Welcome to Detroit: WindSpire Moves Towards a Sustainable Future

The Net Impact Conference 2010 at Ann Arbor, Michigan, officially begins this afternoon.  But if you are flying into Detroit Metro Airport en-route to the conference, you may be in for a unofficial greeting of this years theme “a vision for a sustainable decade.”  You will see renewable energy in action.

As I was being shuttled from the Detroit Metro Airport to Ann Arbor, I was ecstatic to see three rotating wind turbines in plain (plane) sight.  We hear about these great renewable energy ideas, but its even more meaningful when you get to see it with your own eyes. These wind turbines are a bit different than traditional turbines, rotating parallel rather than perpendicular to the ground.  The vertical orientation of the wind turbines, or as it is called in this form, spires, is useful in tight spaces.  Also, the turbines only require about five miles per hour of wind to be functional.

The Detroit Metro Airport is using a total of six wind turbines as part of a pilot a program to generate its own electricity.  The turbines debuted earlier this year on Earth Day 2010.  If beta-testing goes well, further installations could occur at Detroit Metro Airport, as well as other sites with similar environments.  Or perhaps Michigan just wanted to make a good impression in preparation for the Net Impact attendees?

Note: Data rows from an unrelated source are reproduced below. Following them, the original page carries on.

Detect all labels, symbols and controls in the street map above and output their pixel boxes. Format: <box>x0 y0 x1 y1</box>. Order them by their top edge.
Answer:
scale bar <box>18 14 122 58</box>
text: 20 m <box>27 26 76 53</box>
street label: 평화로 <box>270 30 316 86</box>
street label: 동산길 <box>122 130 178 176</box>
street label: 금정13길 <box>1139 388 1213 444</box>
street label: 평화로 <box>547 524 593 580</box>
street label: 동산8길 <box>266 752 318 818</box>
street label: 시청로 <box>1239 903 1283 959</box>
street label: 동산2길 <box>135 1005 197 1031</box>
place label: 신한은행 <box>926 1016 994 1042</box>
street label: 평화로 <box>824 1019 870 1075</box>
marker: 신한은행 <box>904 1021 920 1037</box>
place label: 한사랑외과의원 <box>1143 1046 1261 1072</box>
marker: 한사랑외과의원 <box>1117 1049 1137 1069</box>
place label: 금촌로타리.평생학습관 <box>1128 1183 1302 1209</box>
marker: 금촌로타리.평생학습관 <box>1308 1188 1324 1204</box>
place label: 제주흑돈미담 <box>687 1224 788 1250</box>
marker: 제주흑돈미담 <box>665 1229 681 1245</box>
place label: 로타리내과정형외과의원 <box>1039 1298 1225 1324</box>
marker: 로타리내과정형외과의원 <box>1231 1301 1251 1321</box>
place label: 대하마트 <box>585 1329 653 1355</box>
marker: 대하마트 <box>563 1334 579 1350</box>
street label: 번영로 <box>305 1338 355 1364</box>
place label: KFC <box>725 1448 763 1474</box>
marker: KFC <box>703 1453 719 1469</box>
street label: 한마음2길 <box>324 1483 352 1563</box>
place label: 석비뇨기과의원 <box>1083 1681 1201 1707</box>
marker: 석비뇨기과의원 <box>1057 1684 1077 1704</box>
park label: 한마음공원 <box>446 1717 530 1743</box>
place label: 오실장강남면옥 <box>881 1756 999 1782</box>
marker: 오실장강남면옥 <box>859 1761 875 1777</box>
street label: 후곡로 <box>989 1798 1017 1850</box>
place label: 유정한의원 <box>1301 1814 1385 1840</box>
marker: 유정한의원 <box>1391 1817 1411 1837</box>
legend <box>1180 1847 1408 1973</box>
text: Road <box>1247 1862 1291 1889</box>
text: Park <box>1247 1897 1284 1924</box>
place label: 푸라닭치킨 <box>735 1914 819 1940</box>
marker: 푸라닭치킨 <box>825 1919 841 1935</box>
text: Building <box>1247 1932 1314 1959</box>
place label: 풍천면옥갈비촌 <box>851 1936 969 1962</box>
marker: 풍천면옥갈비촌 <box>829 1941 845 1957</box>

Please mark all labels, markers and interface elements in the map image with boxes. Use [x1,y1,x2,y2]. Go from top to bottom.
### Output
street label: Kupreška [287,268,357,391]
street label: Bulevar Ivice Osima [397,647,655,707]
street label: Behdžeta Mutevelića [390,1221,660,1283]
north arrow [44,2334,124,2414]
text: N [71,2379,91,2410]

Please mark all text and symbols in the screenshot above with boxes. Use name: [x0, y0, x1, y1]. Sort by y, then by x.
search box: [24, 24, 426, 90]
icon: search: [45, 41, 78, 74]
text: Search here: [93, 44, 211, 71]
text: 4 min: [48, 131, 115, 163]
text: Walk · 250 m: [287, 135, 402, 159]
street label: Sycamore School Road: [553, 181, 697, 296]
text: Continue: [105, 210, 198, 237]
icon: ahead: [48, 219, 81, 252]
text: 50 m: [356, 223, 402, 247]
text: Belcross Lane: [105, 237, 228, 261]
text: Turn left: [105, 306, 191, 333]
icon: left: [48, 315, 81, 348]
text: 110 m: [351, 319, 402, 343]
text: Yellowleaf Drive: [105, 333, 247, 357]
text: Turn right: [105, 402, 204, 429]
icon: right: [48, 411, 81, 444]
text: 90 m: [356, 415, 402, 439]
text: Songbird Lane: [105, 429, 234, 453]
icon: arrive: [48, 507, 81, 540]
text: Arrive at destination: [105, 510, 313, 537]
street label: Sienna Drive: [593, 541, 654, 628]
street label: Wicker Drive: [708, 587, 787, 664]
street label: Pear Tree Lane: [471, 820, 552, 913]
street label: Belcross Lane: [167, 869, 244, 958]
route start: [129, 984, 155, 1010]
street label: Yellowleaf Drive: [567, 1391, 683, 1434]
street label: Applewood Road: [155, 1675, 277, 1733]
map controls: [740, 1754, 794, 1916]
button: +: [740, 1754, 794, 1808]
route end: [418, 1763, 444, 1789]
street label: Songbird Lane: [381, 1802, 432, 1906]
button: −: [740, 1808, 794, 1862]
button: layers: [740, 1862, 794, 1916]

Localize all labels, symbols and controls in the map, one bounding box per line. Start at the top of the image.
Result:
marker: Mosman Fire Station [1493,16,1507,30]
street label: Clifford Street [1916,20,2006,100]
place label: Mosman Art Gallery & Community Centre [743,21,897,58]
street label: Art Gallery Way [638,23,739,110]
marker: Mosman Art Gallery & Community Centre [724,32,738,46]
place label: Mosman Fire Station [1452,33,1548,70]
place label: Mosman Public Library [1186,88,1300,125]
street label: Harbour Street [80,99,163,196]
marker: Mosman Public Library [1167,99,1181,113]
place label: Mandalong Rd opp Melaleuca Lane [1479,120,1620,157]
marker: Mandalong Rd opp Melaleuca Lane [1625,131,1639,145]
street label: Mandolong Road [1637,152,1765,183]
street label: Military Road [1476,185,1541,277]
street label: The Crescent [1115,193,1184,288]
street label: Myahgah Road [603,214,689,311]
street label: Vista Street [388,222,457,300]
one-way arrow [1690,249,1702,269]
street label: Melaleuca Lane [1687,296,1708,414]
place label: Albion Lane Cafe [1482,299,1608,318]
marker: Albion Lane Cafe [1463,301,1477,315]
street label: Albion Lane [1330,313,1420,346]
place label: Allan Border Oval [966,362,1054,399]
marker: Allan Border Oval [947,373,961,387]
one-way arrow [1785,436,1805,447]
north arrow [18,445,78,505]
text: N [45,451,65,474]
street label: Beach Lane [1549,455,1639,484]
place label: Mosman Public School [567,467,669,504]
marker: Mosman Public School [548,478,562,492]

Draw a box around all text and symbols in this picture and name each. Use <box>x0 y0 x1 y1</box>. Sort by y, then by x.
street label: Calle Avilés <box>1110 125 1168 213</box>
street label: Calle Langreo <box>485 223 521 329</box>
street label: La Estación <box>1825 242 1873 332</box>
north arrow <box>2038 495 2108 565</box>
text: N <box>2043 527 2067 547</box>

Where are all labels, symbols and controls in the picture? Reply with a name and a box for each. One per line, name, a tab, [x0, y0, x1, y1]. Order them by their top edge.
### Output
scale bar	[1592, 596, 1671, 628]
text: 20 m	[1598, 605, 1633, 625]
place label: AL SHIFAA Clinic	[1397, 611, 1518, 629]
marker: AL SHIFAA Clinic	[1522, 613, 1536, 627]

All jesting aside, the pilot program is “a vision for a sustainable future.”  A sustainable future has renewable energy such as wind and solar, trumping oil and coal.  Imagine a city or community that can generate its own electricity locally or, even on site, using these wind turbines.

As energy generation works today, energy is generated miles, if not hundreds of miles from the end user.  Furthermore, it could be sourced from any mix of oil, coal, wind, or solar energy.  There is no telling which!

Nathan Jordan, the shuttle driver, was reminiscing on how this is the second time that wind turbines are becoming prominent in the Detroit area.  Thirty years ago, people used to be able to have wind turbines on their property.  However, new rules and regulations rescinded the ability to generate ones own electricity, thus blowing away the use of personal wind turbines.  Perhaps we can make renewables a reality this time around?

If Detroit Metro Airport is a harbinger for things to come, we may have a tail wind towards a sustainable future.  What a way to start the Net Impact Conference, even before the conference begins!

ED NOTE: We covered Windspire’s story last year. It’s a great tale of new industry being build from the ashes of old.

Jonathan Mariano is an MBA candidate with the Presidio Graduate School in San Francisco, CA. His interests include the convergence between lean & green and pursuing free-market based sustainable solutions.

One response

  1. The place those Windspires are located really isn’t a very good place… too many large buildings and obstacles around to induce turbulence and rob energy out of the wind. They would also need to be higher off the ground for uninterrupted air flow.